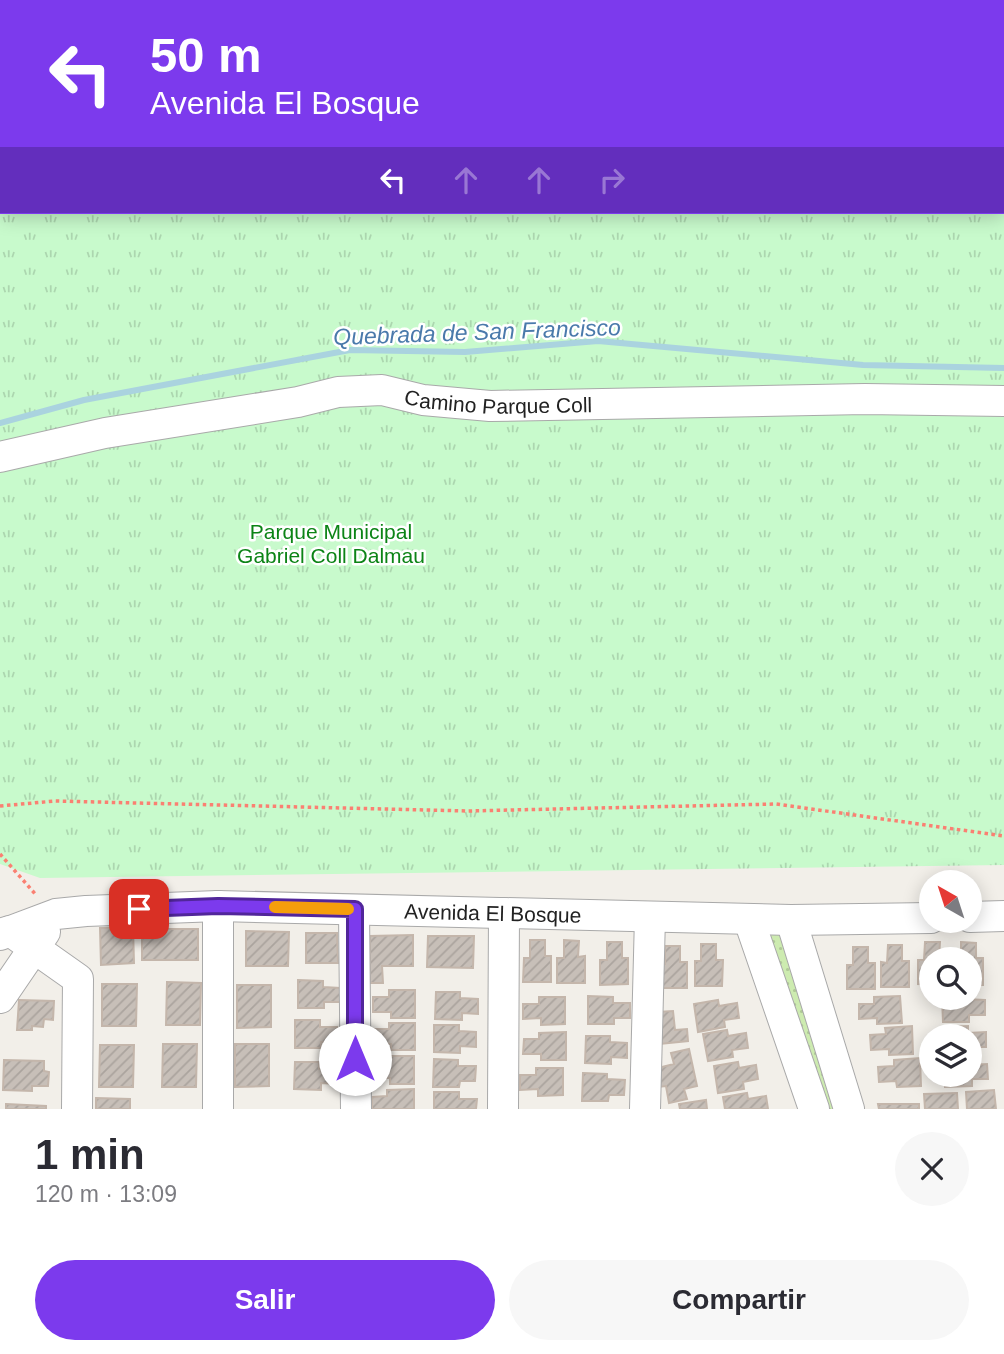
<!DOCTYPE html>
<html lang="es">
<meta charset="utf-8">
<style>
:root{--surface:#fff;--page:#f7f7f7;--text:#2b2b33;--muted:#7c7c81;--accent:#7c3aed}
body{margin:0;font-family:Helvetica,sans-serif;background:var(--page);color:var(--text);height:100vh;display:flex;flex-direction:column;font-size:26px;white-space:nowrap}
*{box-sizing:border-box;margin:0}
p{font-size:23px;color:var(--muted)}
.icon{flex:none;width:38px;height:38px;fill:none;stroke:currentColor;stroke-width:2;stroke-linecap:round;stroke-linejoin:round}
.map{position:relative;height:1109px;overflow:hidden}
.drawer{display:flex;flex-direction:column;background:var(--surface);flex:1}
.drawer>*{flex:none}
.banner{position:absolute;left:0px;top:0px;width:1004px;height:214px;box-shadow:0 4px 18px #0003;background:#7c3aed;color:#fff;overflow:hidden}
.needle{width:46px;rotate:321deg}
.controls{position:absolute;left:919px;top:870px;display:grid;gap:14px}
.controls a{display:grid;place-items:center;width:63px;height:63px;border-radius:50%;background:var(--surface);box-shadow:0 4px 18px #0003;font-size:35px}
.pin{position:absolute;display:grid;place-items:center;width:60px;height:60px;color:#fff;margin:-30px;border-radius:14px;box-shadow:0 4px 10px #0006}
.me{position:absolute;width:77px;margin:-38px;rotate:0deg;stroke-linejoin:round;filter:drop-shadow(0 0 5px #0008)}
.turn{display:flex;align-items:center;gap:24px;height:147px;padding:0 35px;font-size:32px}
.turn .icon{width:91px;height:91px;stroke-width:2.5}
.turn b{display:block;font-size:49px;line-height:60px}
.lanes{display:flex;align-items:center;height:66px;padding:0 35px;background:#0003;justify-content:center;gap:35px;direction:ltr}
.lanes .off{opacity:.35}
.round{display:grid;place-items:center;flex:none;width:74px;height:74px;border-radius:37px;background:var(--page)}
.head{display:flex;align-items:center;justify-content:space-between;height:119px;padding:0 35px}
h1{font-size:42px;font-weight:700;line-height:52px}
.button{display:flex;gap:14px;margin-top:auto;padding:14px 35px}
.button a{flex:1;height:80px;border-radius:42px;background:var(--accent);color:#fff;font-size:28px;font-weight:700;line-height:80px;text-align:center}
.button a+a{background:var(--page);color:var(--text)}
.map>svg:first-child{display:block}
.grass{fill:url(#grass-dots)}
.park{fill:url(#park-tufts);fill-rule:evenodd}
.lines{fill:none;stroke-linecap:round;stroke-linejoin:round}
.stream{stroke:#aad3df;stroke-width:6}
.building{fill:url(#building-hatch);stroke:#c4b6ab;stroke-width:2}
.minor-casing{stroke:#a9a9a9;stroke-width:32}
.path{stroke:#fa8072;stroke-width:3.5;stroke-dasharray:3.5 3.5;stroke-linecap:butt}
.minor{stroke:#fff;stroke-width:30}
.route-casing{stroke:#51269a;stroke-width:18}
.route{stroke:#7c3aed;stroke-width:12}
.slow{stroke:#f59e0b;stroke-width:12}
.labels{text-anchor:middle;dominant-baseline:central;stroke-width:5;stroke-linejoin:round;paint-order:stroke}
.street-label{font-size:21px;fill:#222;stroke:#fff}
.park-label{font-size:21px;fill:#0c8416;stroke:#fff}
.water-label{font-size:23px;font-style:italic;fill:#4a7aab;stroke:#fff}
</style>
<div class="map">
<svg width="1004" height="1109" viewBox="0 0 1004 1109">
<defs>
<pattern id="grass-dots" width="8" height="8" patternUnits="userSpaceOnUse" patternTransform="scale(1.75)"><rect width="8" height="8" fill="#cdebb0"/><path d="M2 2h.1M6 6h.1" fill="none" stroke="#b0c997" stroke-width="1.8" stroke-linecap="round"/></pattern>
<pattern id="park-tufts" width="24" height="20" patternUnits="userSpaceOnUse" patternTransform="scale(1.75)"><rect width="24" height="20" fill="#c8facc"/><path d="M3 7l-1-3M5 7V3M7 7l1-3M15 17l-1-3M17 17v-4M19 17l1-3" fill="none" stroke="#acd6af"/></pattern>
<pattern id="building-hatch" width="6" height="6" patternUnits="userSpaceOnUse" patternTransform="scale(1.75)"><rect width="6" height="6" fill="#c7bfb8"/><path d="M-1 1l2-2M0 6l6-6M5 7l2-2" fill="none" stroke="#aba49e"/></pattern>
</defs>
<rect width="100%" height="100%" fill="#f2efe9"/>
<path class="grass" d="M782 930 839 1109H825L768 935Z"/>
<path class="park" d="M0 0H1004V865L40 878 0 864ZM2 2H1003V212H2Z"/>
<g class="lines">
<path class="stream" d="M0 423 84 400 350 350 465 352 598 341 863 365 1004 368"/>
</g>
<path class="building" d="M133 927 134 963 101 965 100 928Z
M142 929H198V960H142Z
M246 931 289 932 288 966H246Z
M306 933H337L338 963H306Z
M413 935V966H382L383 983H370V936Z
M428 936H474L473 968 427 967Z
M530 940H545V956H551V982H523L524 958H530Z
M564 940 579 941 578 957 585 956V983H557V958H564Z
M607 942H622V958H628V984L600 985V960H607Z
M925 942H940L939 958 946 959H931V985L918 984V960H924Z
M961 942 976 943V958H983V985H970V959H961Z
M701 944H716V960H723L722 986H695V961H701Z
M888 945H902V961H909V987H881V962L887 963Z
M665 946H680V962H687V988H659V964H665Z
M853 947H868V963H875V989H847V965H853Z
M298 980 323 981V987L340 988V1002H324V1008H298Z
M167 982 201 983 200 1025H166Z
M102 984H137L136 1026H102Z
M237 985H271V1027L237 1028Z
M389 990H415V1018H391V1012H373V997H389Z
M436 992H460V998L478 999V1014L462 1013V1020L435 1019Z
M588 996 613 997V1003H630V1018H614V1024H588Z
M900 996 902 1023 877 1024V1018L859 1019V1004H874V997Z
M539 997H565V1024L541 1025V1018L523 1019V1004H539Z
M942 998 985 1000V1015H969V1022H943Z
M19 1000 54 1001 53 1020 44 1019 43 1027 32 1026V1030H17Z
M718 1000 719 1006 737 1003 739 1018 724 1020 725 1027 698 1032 694 1004Z
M673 1011 675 1030 687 1029 688 1041 660 1044 657 1012Z
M295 1020H320V1027H337V1042H321V1048H295Z
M389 1023H415V1050H391V1044H373V1029H389Z
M434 1025H459V1031L476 1032V1047L460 1046V1053L434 1052Z
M912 1026 913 1054 889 1055V1049L871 1050 870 1035 886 1034 885 1028Z
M968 1026V1033L986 1032V1047H971V1054L970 1036H944V1027Z
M727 1030 728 1036 746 1033 748 1048 732 1050 733 1057 708 1061 703 1034Z
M566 1032V1060H541V1054H523L524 1039H539V1033Z
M586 1036H610V1042L627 1043V1058L611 1057V1064L585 1063Z
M163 1044H197L196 1087H162Z
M235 1044H269V1086L235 1087Z
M100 1045H134L133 1087H99Z
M689 1049 697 1086 684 1089 687 1099 669 1103 666 1086 658 1087 654 1069 674 1064 671 1053Z
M388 1056H414V1084H390V1078H372V1063H388Z
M920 1058 921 1086 897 1087 896 1081 879 1082 878 1067 894 1066V1060Z
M434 1059 458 1060V1066H476L475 1081H460L459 1087H433Z
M4 1060 44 1061V1071L49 1072 48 1086H32V1091L3 1090Z
M970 1060V1065L987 1064 988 1079H972V1086L945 1087V1074H970Z
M295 1062H319V1069H337V1084L321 1083V1090L294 1089Z
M738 1062 739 1068 756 1065 758 1079 743 1082 744 1089 718 1093 714 1066Z
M536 1068H563V1095L538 1096V1089L520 1090V1075H536Z
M583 1073 607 1074V1079L625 1080 624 1095H609L608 1101H582Z
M414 1089V1109H372V1097L387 1096V1090Z
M994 1090 996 1109H967L966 1092Z
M434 1092H459V1099H477L476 1109H434Z
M747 1093 748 1099 766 1096 768 1109H725L723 1097Z
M957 1093 958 1109H925L924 1094Z
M96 1098 130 1099V1109H96Z
M706 1100 707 1109H680L679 1104Z
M6 1104 46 1106V1109H6Z
M878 1104H919V1109H879Z"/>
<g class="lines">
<g class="minor-casing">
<g id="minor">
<path id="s1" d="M0 457 105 433 298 402 338 392 382 390 423 400 490 406 865 399 1004 401"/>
<path d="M218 906V1109"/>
<path d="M354 910 356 1109"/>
<path d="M970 917 1004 916"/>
<path d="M749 920 814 1109"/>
<path d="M791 920 849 1109"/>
<path d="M3 933 10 931 78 979 77 1109"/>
<path id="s2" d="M0 935 56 914 86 911 218 906 791 920 931 918"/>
<path d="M0 998 45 932"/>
<path d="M503 1109 504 913"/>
<path d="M645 1109 650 917"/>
</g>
</g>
<path class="path" d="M0 806 55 801 467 811 776 804 1004 836
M0 854 37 896"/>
<use href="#minor" class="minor"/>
</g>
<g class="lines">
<g class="route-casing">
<path id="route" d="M139 909 218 906 355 909V1059"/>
</g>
<use href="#route" class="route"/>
<path class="slow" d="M275 907 348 909"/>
</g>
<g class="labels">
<g class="street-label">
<text stroke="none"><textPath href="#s1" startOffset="506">Camino Parque Coll</textPath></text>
<text stroke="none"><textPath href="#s2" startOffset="497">Avenida El Bosque</textPath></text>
</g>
<g class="park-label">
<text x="331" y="531">Parque Municipal<tspan x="331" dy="24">Gabriel Coll Dalmau</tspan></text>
</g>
<g class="water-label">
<text transform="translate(477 332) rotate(-2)">Quebrada de San Francisco</text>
</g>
</g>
</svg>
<div class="controls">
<a><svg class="needle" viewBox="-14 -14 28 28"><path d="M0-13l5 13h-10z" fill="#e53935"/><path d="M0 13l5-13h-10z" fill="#7c7c81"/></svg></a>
<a><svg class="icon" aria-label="search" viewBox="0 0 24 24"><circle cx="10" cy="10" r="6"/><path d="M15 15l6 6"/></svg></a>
<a><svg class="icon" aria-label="layers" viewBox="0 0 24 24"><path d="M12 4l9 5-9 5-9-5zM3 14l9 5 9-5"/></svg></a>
</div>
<div class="pin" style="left:139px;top:909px;background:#d93025"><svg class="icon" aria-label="arrive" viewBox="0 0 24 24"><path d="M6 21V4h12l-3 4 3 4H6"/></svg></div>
<svg class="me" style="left:355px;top:1059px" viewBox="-20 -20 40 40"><circle r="19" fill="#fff"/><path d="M0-13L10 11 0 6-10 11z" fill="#7c3aed"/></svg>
<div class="banner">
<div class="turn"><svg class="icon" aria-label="left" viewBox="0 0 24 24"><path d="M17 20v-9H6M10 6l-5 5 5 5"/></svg><div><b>50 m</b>Avenida El Bosque</div></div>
<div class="lanes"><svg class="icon" aria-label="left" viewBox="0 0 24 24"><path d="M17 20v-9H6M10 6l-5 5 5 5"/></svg><svg class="icon off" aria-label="ahead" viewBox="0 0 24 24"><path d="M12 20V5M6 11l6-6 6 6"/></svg><svg class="icon off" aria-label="ahead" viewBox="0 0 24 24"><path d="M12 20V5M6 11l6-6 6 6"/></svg><svg class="icon off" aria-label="right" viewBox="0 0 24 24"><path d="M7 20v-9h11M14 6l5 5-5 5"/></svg></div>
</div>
</div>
<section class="drawer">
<div class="head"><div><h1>1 min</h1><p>120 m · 13:09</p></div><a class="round"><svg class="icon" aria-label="close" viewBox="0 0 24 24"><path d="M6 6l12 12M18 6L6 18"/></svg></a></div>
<div class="button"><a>Salir</a><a>Compartir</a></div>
</section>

_What you have to do_: Across the entries above, find each line with the word "position" and please copy it out.

_Response area_:
.map{position:relative;height:1109px;overflow:hidden}
.banner{position:absolute;left:0px;top:0px;width:1004px;height:214px;box-shadow:0 4px 18px #0003;background:#7c3aed;color:#fff;overflow:hidden}
.controls{position:absolute;left:919px;top:870px;display:grid;gap:14px}
.pin{position:absolute;display:grid;place-items:center;width:60px;height:60px;color:#fff;margin:-30px;border-radius:14px;box-shadow:0 4px 10px #0006}
.me{position:absolute;width:77px;margin:-38px;rotate:0deg;stroke-linejoin:round;filter:drop-shadow(0 0 5px #0008)}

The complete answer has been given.